Because of the nature of Trump’s conspiracies and use of interstate transportation and communication to transport documents and create conspiracies with others across the nation, these crimes are fully prosecutable not just in one state court but in states from Florida to New Jersey to New York, and across the continent to California. Trump and his accomplices engaged in extensive conspiratorial discussions over two months with a wide variety of conspirators, including Rudy Giuliani in New York and John Eastman in California. Those conspiratorial discussions, and Trump’s solicitation of clearly criminal activity to obstruct critical governmental functions, plainly impacted the rights of citizens of states to have a duly elected president certified and installed into office.

And of course, there’s even more criminal activity to pursue in Florida and New Jersey. The possession of highly confidential purloined documents at Mar-a-Lago and at Trump’s Bedminster Club in New Jersey constituted at the very least the crimes of theft, receiving stolen property and obstruction of governmental functions.

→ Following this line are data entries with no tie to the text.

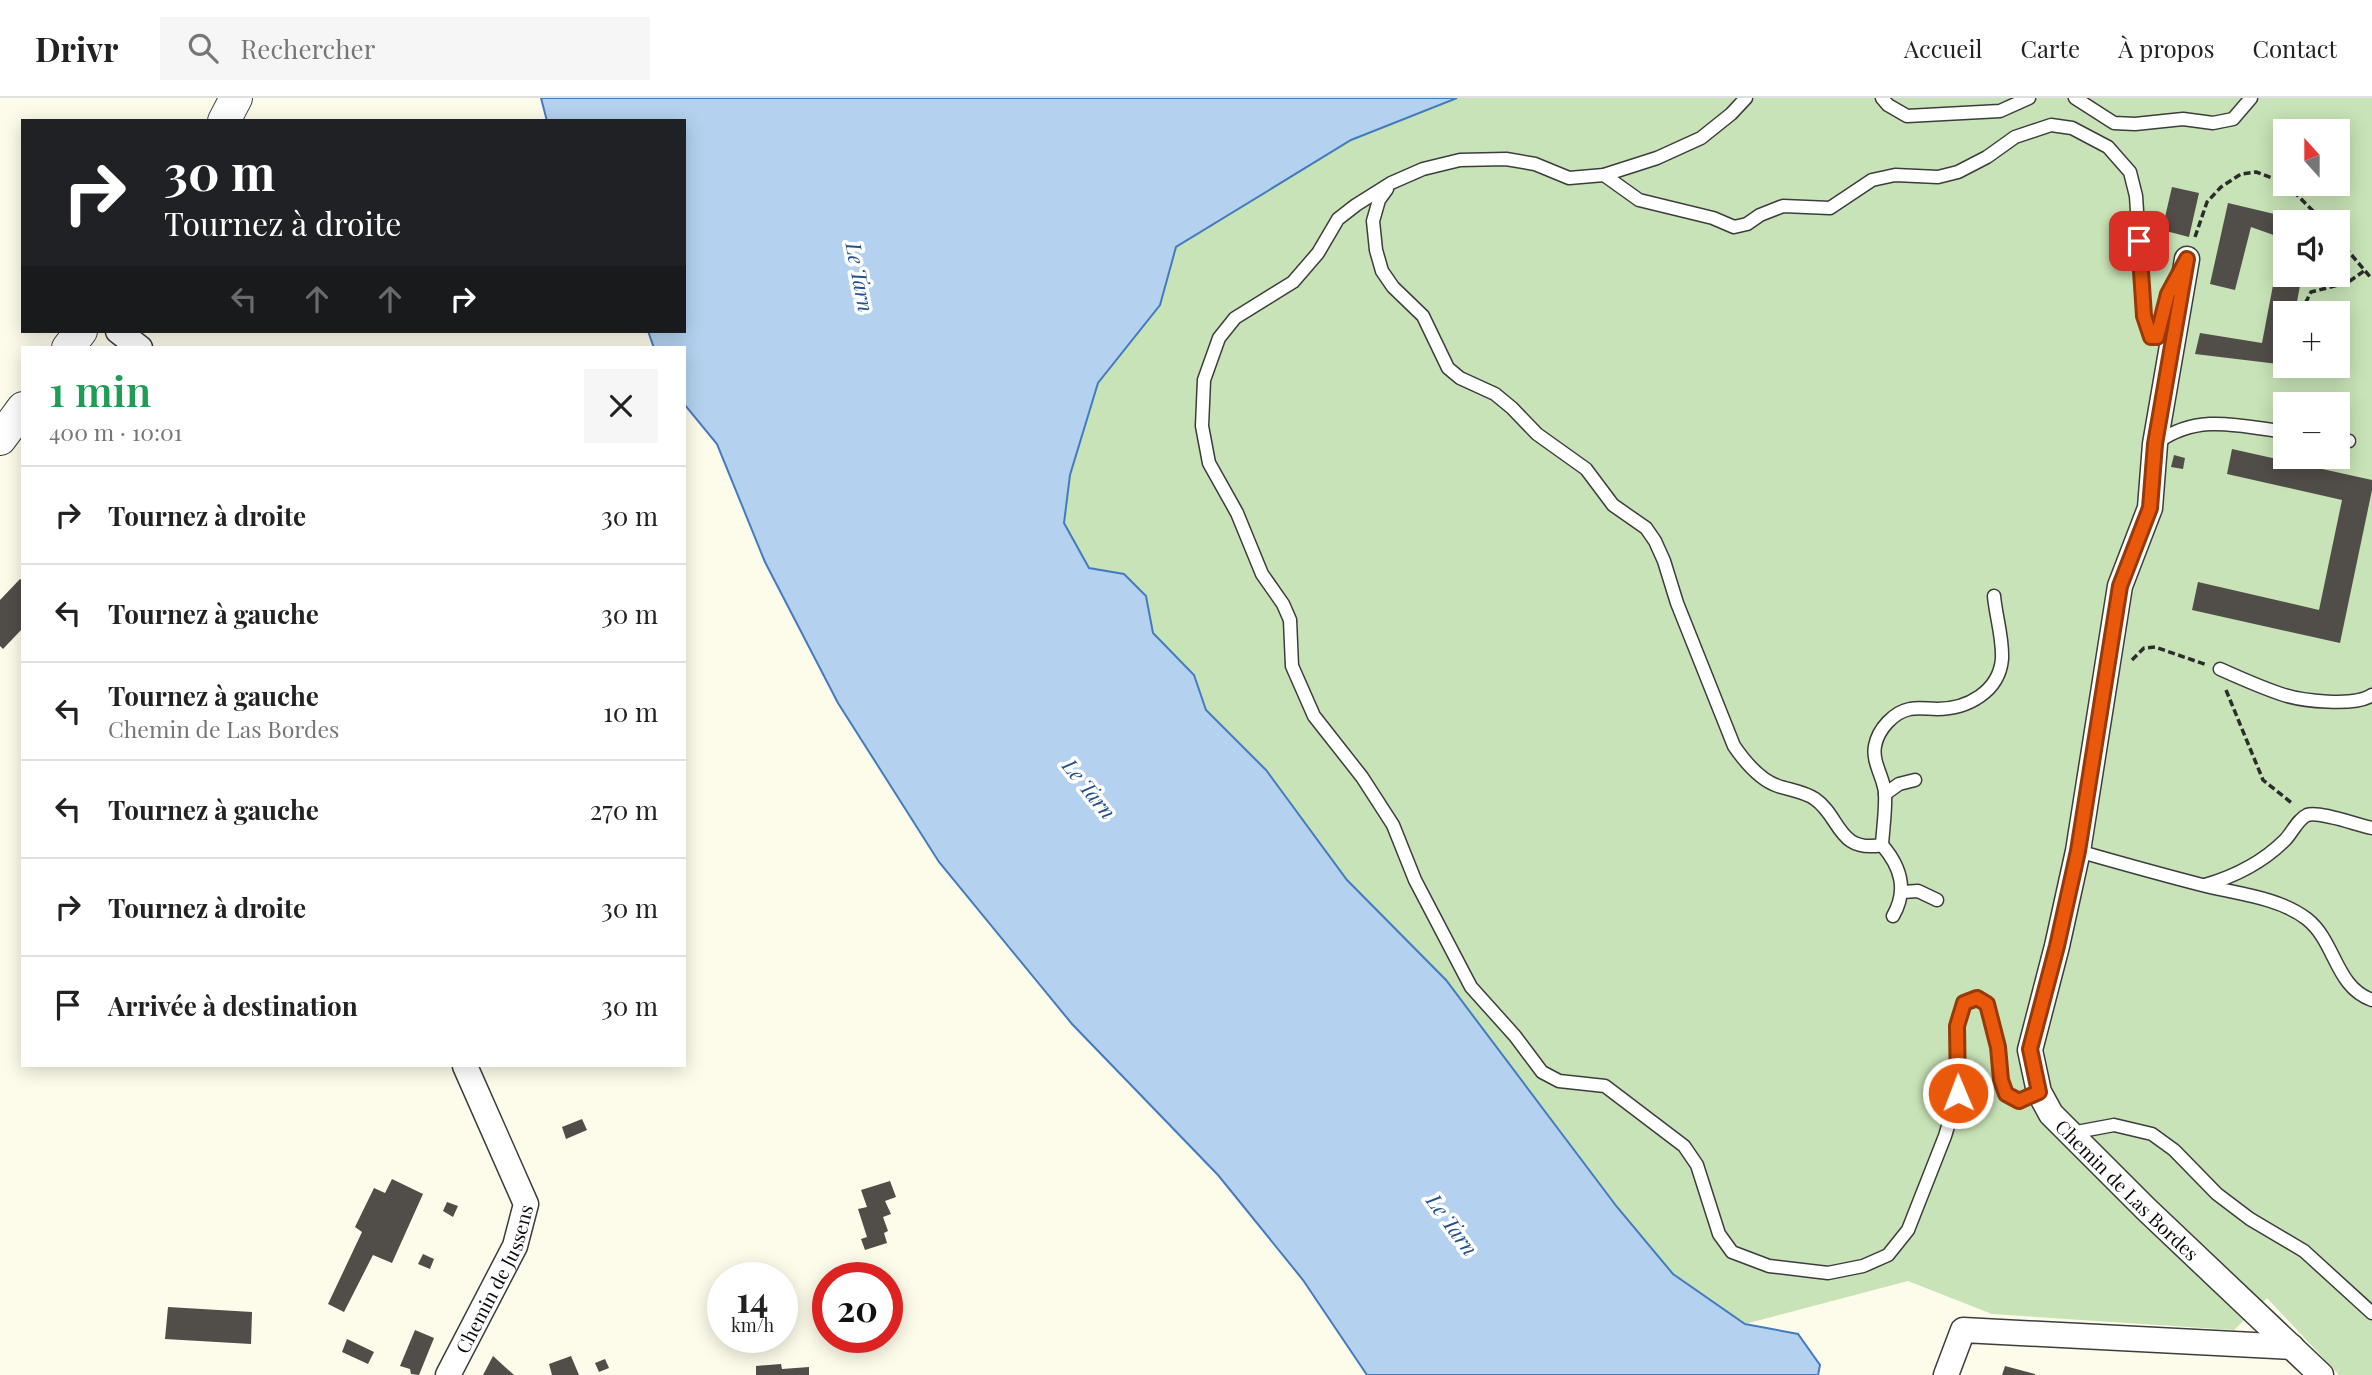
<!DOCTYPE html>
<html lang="fr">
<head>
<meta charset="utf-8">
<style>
  :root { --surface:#fff; --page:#f6f6f6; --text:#222; --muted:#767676; --line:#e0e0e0 }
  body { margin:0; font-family:"Playfair Display",serif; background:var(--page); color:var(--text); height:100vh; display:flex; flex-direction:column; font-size:26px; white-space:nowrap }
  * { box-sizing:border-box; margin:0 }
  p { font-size:23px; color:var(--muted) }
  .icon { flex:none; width:38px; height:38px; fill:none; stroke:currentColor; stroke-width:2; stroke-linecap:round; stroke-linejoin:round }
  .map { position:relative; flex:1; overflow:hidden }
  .sheet { position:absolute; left:21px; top:248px; width:665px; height:721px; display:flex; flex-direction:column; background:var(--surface); border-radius:0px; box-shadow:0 4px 18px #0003 }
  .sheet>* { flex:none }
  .top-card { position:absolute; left:21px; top:21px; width:665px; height:214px; border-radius:0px; box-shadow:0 4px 18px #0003; background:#202124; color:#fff; overflow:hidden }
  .needle { width:46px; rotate:339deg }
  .controls { position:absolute; left:2273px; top:21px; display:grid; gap:14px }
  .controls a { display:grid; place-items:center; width:77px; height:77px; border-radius:0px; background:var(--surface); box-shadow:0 4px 18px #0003; font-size:35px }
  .speed { position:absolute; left:707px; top:1164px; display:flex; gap:14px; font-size:35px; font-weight:700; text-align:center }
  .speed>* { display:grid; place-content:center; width:91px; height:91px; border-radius:50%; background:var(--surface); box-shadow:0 4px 18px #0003; line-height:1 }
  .speed small { font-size:18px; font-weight:400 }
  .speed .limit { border:10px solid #d22; background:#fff; color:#111 }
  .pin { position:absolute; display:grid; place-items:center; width:60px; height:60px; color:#fff; margin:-30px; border-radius:14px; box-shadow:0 4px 10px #0006 }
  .me { position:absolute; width:77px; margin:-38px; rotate:359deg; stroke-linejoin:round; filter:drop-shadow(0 0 5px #0008) }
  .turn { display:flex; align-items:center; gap:24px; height:147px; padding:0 28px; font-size:32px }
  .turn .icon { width:91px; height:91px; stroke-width:2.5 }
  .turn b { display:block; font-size:49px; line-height:60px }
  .lanes { display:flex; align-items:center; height:66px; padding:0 28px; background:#0003; justify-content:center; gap:35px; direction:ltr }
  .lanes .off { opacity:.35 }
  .round { display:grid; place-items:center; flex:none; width:74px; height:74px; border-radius:0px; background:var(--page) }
  .headline { display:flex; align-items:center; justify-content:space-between; height:119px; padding:0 28px }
  h1 { font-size:42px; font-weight:600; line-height:52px; color:#1e9e55 }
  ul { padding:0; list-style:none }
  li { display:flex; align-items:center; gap:21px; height:98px; padding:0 28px; border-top:2px solid var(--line) }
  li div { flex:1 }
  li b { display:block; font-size:26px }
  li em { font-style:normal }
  header { display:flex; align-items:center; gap:42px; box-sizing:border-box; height:98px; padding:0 35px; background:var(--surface); border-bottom:2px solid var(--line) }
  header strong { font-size:33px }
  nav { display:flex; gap:38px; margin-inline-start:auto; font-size:24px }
  .search { width:490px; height:63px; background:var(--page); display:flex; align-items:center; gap:18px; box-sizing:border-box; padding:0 24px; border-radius:0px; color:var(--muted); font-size:26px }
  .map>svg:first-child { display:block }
</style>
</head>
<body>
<header>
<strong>Drivr</strong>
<div class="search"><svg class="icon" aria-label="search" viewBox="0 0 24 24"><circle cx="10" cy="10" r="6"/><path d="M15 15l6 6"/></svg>Rechercher</div>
<nav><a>Accueil</a><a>Carte</a><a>À propos</a><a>Contact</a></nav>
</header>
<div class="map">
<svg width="2372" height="1277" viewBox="0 0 2372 1277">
  <rect width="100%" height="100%" fill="#fdfbe9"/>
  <path fill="#c8e3b7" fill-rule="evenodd" d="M1457,0H2372V1277H2339L2267,1200L2234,1232L1992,1216L1908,1183L1745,1226L1673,1176L1347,782L1266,672L1206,612L1194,577L1153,535L1146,498L1124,476L1089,470L1064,425L1070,377L1098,285L1160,207L1176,149L1351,42ZM2286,33H2338V86H2286ZM2286,124H2338V177H2286ZM2286,215H2338V268H2286ZM2286,306H2338V359H2286Z"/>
  <polygon fill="#b4d1ef" stroke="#437cbe" stroke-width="2" points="541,0 1457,0 1351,42 1176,149 1160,207 1098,285 1070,377 1064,425 1089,470 1124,476 1146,498 1153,535 1194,577 1206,612 1266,672 1347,782 1446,882 1617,1109 1673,1176 1745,1226 1798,1236 1820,1267 1818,1277 1367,1277 1303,1182 1218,1077 1072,926 939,764 838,605 765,464 717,346 684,306 684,250 654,250 648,233 684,233 684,23 547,23"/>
  <g fill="#514d48">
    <polygon points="2172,89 2199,95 2189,139 2162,132"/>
    <polygon points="2228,105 2304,123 2286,124 2286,177 2302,177 2296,209 2290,207 2288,215 2286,215 2286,228 2278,266 2195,256 2200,235 2262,245 2282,140 2251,129 2235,192 2210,186"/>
    <polygon points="2232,351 2372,382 2372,392 2340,545 2192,512 2198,484 2319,512 2342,402 2227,376"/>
    <polygon points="2174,357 2185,360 2183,371 2171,369"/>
    <polygon points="20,481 23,483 23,530 3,551 0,548 0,502"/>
    <polygon points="582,1021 587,1032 566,1041 562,1029"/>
    <polygon points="392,1081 423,1096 392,1165 373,1157 344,1214 328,1206 362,1134 355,1129 374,1090 385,1095"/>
    <polygon points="890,1083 896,1099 885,1103 891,1116 883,1119 888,1133 884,1135 887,1145 865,1152 861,1141 867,1139 858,1111 867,1109 861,1092"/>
    <polygon points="447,1104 458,1108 453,1119 443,1113"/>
    <polygon points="423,1156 434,1161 430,1171 418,1166"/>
    <polygon points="168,1209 252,1214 251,1246 165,1241"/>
    <polygon points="415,1232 434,1240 419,1277 411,1276 410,1271 400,1268"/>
    <polygon points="347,1241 374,1254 368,1266 342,1254"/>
    <polygon points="493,1258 514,1277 483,1277"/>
    <polygon points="571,1258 579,1277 552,1277 549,1266"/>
    <polygon points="605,1261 609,1270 599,1274 595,1265"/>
    <polygon points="781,1266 782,1271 809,1269 809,1277 756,1277 756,1268"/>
    <polygon points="2005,1268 2035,1276 2035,1277 2002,1277"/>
  </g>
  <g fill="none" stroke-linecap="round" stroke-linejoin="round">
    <g stroke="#3d3d3d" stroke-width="15">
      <g id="service">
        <polyline points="1746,0 1731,16 1701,40 1657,60 1604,77 1569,80 1535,66 1506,61 1460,62 1423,71 1391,85 1356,107 1338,121 1318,155 1293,184 1235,220 1219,240 1204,282 1202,328 1209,365 1237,415 1262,476 1283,506 1290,522 1292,568 1314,618 1362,679 1393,727 1415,782 1471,889 1515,938 1542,974 1559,983 1605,988 1684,1048 1697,1067 1719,1136 1732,1154 1769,1168 1828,1175 1863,1168 1888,1157 1908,1132 1945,1038 1958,995 1957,928 1964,905 1977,899 1987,906 1998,949 2001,983 2006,996 2019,1003 2039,994"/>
        <polyline points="1882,0 1888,7 1907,18 2000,13 2029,0"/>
        <polyline points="2075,0 2114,25 2135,26 2183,21 2213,25 2233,21 2251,0"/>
        <polyline points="1604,77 1639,102 1713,120 1734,129 1747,126 1760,117 1783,108 1830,110 1872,82 1895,77 1938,79 1958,74 1987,59 2015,39 2051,27 2072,30 2108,49 2130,74 2136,98 2144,218 2151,238 2157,239 2168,196 2176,181"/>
        <path d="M1387,91L1379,102L1373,123L1376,152L1382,173L1393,189L1423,218L1448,270L1460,280L1495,296L1512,310L1537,336L1586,371L1613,407L1646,430L1655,443L1664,463L1677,505L1734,648C1745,664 1760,682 1778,688C1790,692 1805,694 1815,701C1841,719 1837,755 1882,747C1901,769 1908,792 1893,818"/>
        <polyline points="2338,341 2349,343"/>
        <path d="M2158,344C2199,315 2239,328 2286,334"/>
        <path d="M2220,571C2240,580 2260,589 2281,596C2301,603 2355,609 2372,597"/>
        <polyline points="1885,696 1899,686 1915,682"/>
        <path d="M1882,747C1883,730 1886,711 1885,694C1883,678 1872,664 1875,648C1878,631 1894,614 1910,611C1919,609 1928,611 1937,611C1967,611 1999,594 2002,561C2003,540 1996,519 1994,498"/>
        <path d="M2078,753C2120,765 2163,777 2206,788C2239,796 2280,800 2307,821C2336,844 2335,889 2372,902"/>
        <path d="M2205,787C2236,778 2262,765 2285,742C2292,735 2298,721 2307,717C2320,713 2357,727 2372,730"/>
        <polyline points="1902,794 1918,793 1937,802"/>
        <polyline points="2071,1035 2114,1027 2152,1036 2174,1052 2217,1096 2250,1121 2304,1153 2372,1215"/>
      </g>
    </g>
    <g stroke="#3d3d3d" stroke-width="27">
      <g id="minor">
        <path id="s1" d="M2187,161L2155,346L2150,410L2120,488L2078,753L2057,848L2030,952L2039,994L2051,1016L2146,1111L2321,1277"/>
        <polyline points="118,233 140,250"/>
        <path id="s2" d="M448,1277L515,1148L526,1106L465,968"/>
        <polyline points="1946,1277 1963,1232 2292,1249"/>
      </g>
    </g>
    <g stroke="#3d3d3d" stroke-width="34">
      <g id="tertiary">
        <polyline points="224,23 236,0"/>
        <polyline points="68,250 81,233"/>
        <polyline points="0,341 23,310"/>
      </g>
    </g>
    <g stroke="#2c2c2c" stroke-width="3.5" stroke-dasharray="7 3.5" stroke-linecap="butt">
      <polyline points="2286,86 2324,124"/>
      <polyline points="2195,139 2207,104 2221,89 2241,76 2256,74 2286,85"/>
      <polyline points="2338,141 2372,181"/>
      <polyline points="2308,215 2305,206 2311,194 2347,185 2364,173"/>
      <polyline points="2132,562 2144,550 2155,549 2207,567"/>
      <polyline points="2226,592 2263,682 2293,706"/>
    </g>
    <use href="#service" stroke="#fff" stroke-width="12"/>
    <use href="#minor" stroke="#fff" stroke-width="24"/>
    <use href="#tertiary" stroke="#fff" stroke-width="32"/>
  </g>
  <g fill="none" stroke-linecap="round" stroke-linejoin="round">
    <g stroke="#983908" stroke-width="18">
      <polyline id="route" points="1958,995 1957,928 1964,905 1977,900 1987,906 1998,949 2001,982 2006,996 2019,1003 2039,994 2030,951 2057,848 2078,753 2120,488 2150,410 2155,346 2187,161 2168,196 2157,239 2151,239 2144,218 2139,143"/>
    </g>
    <use href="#route" stroke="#ea580c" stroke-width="12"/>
  </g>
  <g text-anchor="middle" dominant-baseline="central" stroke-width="7" stroke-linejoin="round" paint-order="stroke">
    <g font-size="19" fill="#0a0a0a" stroke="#fff">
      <text stroke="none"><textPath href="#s1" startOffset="984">Chemin de Las Bordes</textPath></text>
      <text stroke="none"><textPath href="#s2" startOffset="107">Chemin de Jussens</textPath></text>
    </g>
    <g font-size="21" font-style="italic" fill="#22508d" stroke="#fff">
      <text transform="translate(861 179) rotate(79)">Le Tarn</text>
      <text transform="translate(1090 690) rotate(51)">Le Tarn</text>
      <text transform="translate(1453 1126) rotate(54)">Le Tarn</text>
    </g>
  </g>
</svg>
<div class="controls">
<a><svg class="needle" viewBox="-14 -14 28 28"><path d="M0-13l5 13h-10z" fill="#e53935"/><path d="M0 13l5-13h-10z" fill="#767676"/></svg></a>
<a><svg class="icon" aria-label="sound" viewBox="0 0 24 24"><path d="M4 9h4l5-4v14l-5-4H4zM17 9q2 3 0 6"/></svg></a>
<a>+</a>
<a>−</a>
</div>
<div class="speed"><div>14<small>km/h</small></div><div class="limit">20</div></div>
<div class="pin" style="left:2139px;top:143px;background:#d93025"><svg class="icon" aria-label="arrive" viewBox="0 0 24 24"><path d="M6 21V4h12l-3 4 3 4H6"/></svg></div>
<svg class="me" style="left:1958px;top:995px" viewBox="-20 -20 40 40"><circle r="17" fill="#ea580c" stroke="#fff" stroke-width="3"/><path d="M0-11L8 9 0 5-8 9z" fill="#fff"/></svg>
<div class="top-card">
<div class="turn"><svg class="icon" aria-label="right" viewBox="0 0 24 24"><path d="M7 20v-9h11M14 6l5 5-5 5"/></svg><div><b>30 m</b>Tournez à droite</div></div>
<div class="lanes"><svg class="icon off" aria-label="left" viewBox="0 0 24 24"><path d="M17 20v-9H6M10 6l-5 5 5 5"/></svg><svg class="icon off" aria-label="ahead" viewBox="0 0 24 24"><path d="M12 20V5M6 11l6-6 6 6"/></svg><svg class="icon off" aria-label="ahead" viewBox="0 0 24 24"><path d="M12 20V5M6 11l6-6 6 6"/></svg><svg class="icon" aria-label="right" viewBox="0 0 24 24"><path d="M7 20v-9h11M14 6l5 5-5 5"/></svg></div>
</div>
<section class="sheet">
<div class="headline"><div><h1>1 min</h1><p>400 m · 10:01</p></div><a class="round"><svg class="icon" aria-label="close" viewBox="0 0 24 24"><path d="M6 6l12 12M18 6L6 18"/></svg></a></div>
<ul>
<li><svg class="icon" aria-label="right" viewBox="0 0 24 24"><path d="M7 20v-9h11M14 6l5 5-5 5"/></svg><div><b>Tournez à droite</b></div><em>30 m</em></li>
<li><svg class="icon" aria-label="left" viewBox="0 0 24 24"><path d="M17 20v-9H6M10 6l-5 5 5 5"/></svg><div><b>Tournez à gauche</b></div><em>30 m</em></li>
<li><svg class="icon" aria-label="left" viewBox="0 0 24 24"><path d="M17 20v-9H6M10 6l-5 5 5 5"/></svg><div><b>Tournez à gauche</b><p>Chemin de Las Bordes</p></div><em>10 m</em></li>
<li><svg class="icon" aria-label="left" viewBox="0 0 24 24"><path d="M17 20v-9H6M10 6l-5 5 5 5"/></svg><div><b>Tournez à gauche</b></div><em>270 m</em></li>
<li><svg class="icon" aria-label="right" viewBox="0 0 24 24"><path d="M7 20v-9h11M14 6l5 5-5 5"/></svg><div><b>Tournez à droite</b></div><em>30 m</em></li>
<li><svg class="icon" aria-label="arrive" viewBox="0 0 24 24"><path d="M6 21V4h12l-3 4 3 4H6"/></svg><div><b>Arrivée à destination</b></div><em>30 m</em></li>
</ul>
</section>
</div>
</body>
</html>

Smith has not only the option but the prosecutorial duty to collect the evidence in these cases and transmit it (with approval of grand jury judges as necessary) to every potentially relevant state prosecutor with jurisdiction over Trump’s crimes. This is specifically authorized by the Federal Rules of Criminal Procedure which provide for disclosure of Grand Jury evidence: “The court may authorize disclosure … of a grand-jury matter … at the request of the government if it shows that the matter may disclose a violation of State … criminal law.”

Given the two constitutional principles cited at the outset, such state prosecutions should be brought as soon as possible, even if activity on these cases must be deferred during Trump’s presidency. Securing justice — delayed though it might be — must always be our guiding light as Americans. Having tried many jury trials in my career, I have total confidence in our jury system, and since no man is above the law, let’s let our state prosecutors and our great jury system do their respective jobs.

Dennis C. McAndrews was a state prosecutor for 17 years in Delaware County, Pennsylvania.